● Your objective:
Only the number is wanted: state how many lines of the data below contain the word "index".

● Exercise material:
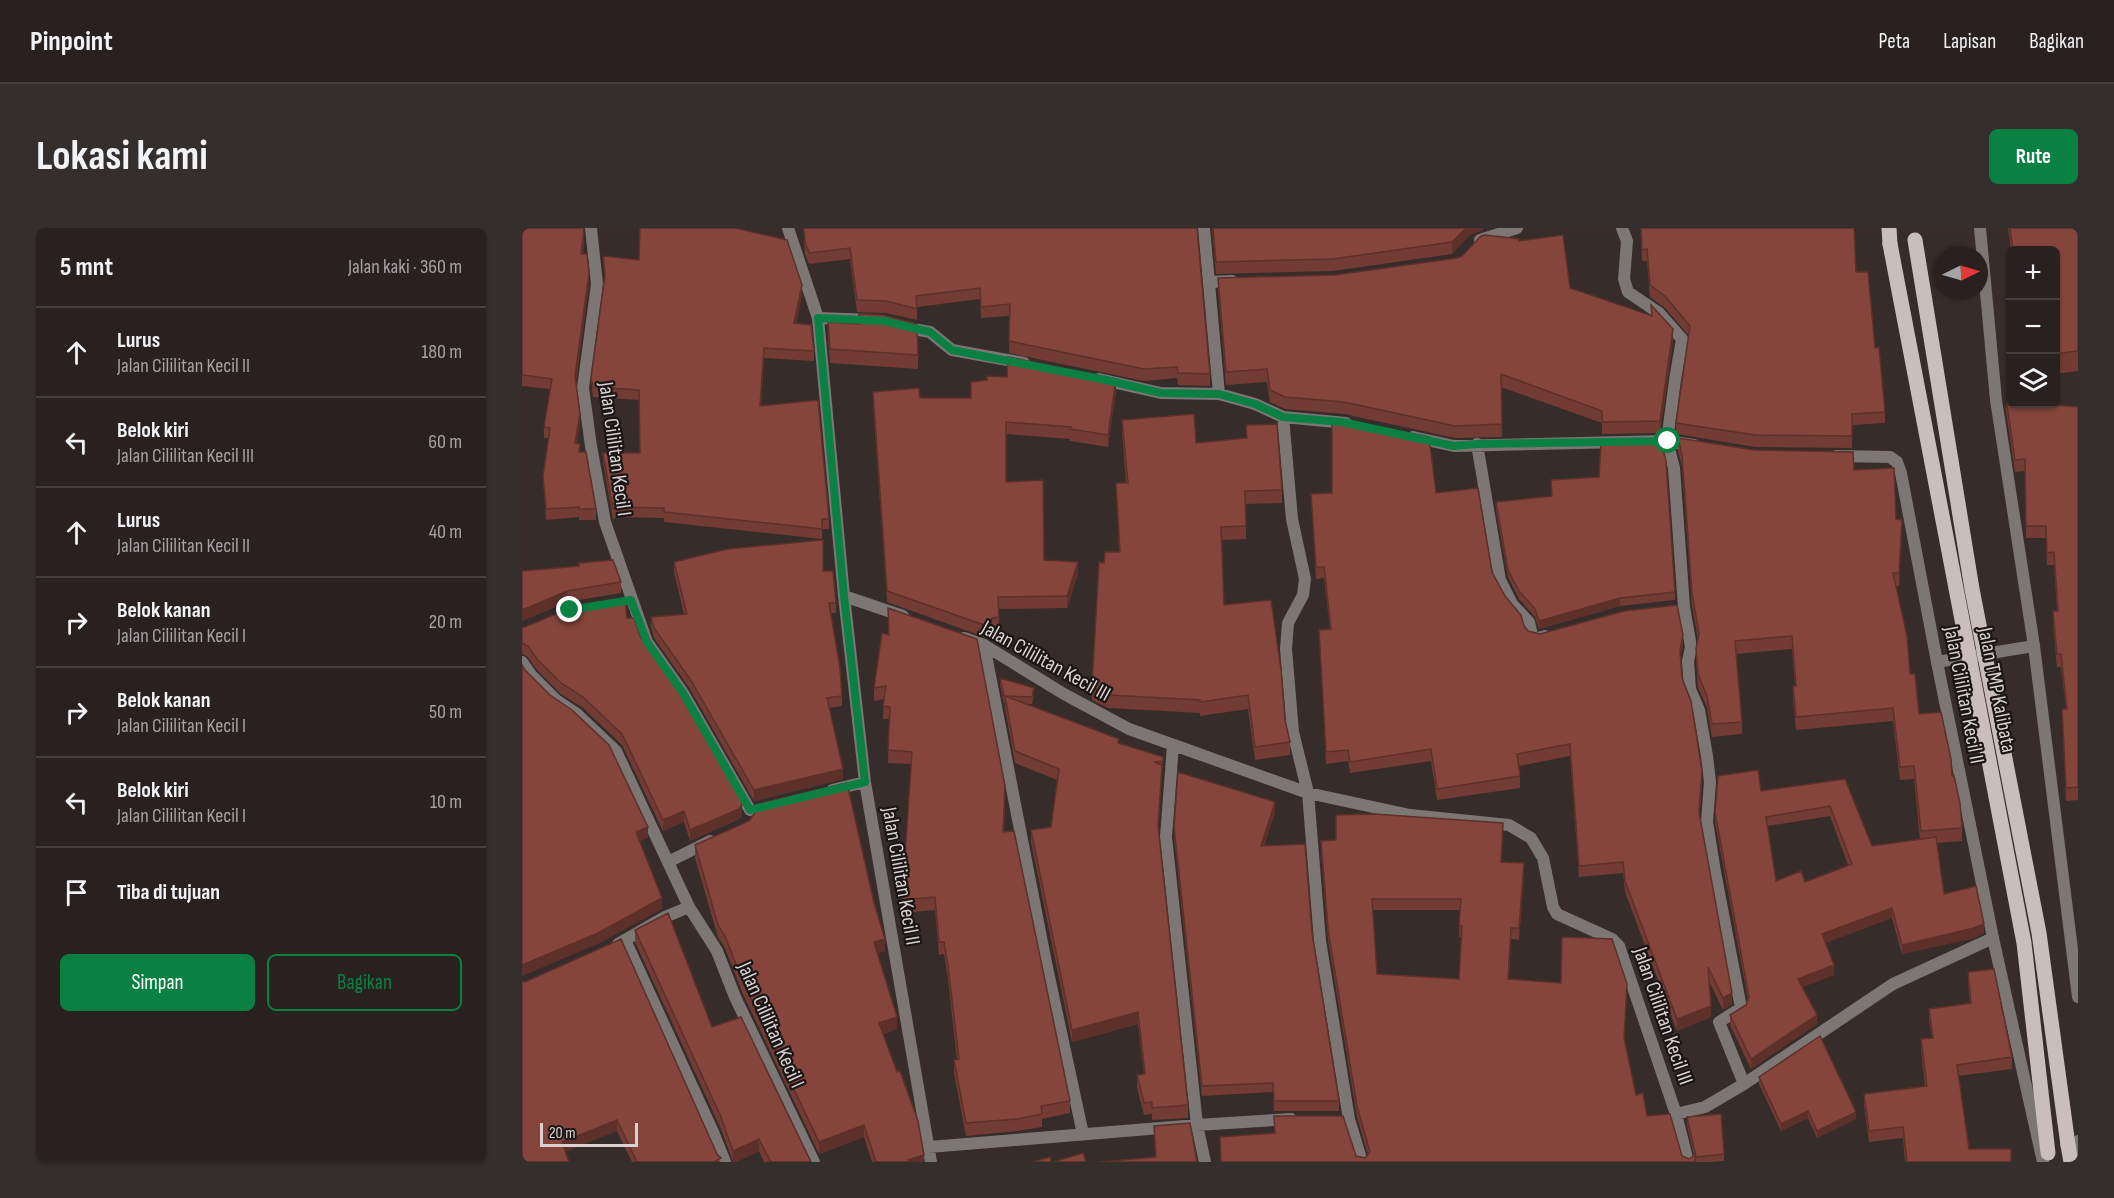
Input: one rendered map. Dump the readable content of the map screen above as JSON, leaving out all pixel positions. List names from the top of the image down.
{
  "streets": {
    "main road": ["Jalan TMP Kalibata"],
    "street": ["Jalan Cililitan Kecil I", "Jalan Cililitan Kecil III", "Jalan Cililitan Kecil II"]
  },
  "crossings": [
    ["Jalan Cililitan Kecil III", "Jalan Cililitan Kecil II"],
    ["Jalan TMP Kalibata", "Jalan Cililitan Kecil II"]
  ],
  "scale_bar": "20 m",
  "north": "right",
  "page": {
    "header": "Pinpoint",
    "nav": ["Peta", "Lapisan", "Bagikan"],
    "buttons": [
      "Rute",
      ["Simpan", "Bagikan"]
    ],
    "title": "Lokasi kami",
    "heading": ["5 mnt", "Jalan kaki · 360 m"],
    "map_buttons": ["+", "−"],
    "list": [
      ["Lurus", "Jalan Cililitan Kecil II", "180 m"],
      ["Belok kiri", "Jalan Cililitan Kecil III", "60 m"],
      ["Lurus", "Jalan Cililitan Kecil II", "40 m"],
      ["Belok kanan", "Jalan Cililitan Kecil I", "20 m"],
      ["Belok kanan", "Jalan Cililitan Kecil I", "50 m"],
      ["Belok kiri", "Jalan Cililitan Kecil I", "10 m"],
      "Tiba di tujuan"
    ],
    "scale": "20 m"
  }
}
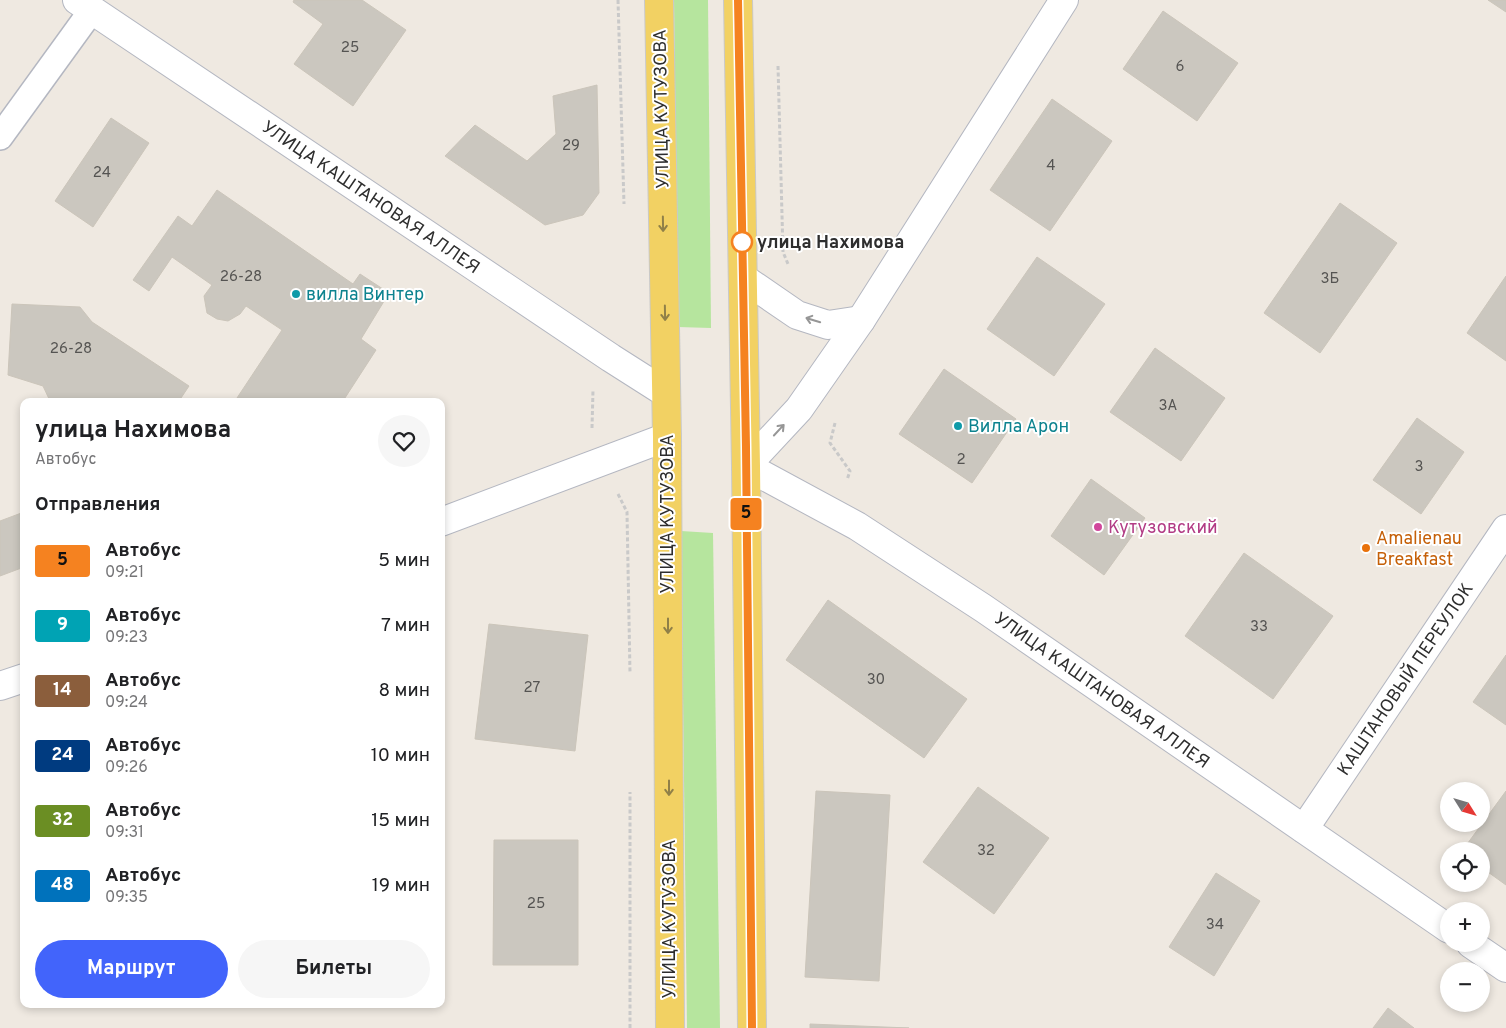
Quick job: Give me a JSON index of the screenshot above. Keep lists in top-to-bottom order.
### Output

...

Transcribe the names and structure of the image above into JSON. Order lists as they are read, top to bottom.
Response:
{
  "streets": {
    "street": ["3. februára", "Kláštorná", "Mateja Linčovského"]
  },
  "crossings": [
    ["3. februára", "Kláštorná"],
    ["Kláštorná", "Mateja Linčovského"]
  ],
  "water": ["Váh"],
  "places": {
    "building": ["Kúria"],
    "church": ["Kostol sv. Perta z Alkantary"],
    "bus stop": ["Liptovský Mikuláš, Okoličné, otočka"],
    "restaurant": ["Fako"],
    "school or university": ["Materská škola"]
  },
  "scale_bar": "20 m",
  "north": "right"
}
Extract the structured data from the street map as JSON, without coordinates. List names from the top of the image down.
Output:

...

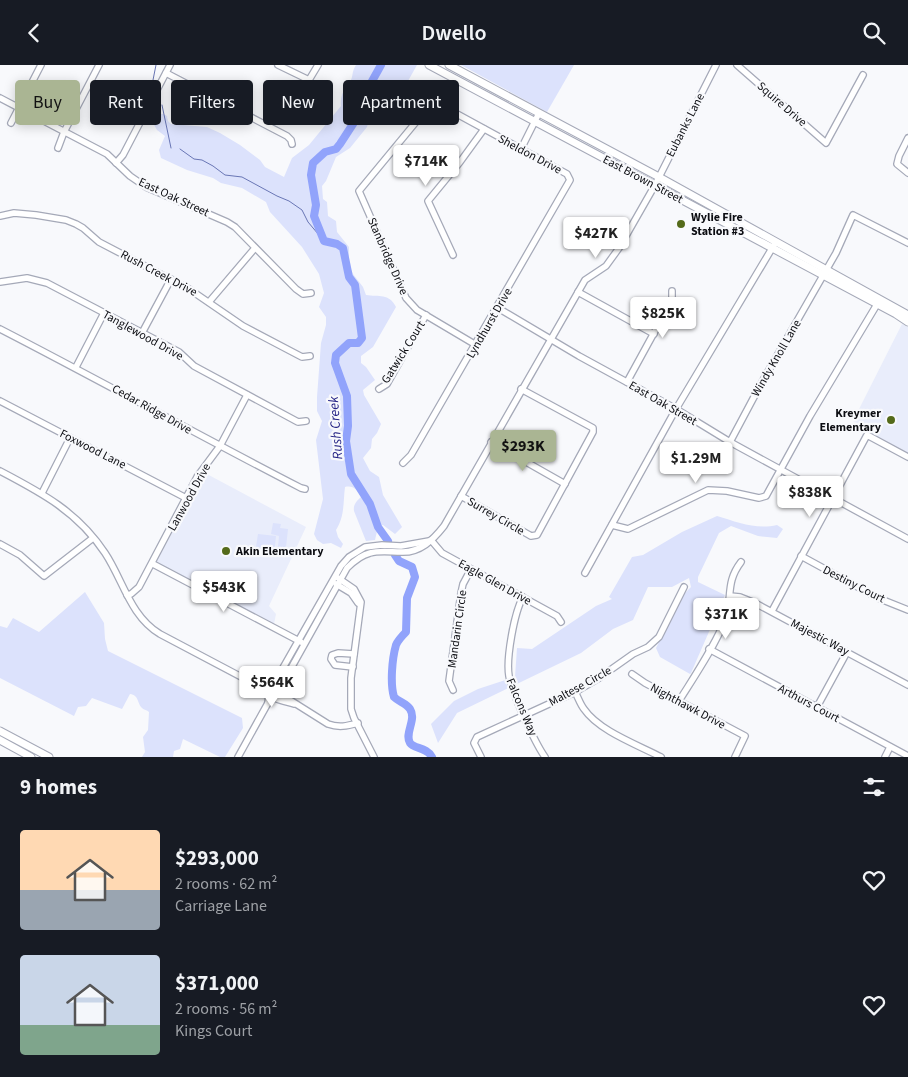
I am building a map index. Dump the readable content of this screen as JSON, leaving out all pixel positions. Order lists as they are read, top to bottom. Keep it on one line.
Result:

● Result of the task:
2